### What you are asked to do
Filter out every line below that lacks "Centerwood", and copy the rest.

### Data for review
╔══

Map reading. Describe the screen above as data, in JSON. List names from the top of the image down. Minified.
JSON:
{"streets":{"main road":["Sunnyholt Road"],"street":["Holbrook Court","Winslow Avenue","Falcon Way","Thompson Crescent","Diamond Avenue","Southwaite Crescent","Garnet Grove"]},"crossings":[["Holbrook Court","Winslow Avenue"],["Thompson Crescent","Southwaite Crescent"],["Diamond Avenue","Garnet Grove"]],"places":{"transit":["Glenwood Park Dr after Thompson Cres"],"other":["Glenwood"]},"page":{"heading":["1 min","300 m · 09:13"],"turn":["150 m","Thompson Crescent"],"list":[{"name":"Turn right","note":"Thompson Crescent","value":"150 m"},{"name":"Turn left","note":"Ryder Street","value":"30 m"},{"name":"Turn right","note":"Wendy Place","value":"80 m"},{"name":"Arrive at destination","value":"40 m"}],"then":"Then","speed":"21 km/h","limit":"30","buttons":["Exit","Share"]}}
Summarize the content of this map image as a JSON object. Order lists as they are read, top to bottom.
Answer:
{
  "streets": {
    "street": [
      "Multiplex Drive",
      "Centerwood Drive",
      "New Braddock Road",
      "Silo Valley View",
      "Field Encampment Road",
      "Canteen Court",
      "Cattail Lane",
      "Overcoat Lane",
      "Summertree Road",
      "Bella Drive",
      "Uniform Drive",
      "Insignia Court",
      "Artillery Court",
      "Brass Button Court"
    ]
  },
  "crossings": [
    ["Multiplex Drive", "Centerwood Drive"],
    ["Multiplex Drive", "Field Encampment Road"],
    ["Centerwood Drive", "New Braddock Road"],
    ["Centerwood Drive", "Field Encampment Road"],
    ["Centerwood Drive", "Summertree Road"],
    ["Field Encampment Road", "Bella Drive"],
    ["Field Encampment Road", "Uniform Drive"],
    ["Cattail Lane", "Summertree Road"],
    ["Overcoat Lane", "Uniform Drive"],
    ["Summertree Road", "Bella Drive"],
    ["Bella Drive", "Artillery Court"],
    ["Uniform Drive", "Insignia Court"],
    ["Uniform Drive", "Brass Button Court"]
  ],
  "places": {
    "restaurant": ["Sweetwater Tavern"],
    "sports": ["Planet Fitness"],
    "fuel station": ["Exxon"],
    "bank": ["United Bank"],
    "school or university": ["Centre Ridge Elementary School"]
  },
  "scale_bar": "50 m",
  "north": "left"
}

╚══

### Your response
      "Centerwood Drive",
    ["Multiplex Drive", "Centerwood Drive"],
    ["Centerwood Drive", "New Braddock Road"],
    ["Centerwood Drive", "Field Encampment Road"],
    ["Centerwood Drive", "Summertree Road"],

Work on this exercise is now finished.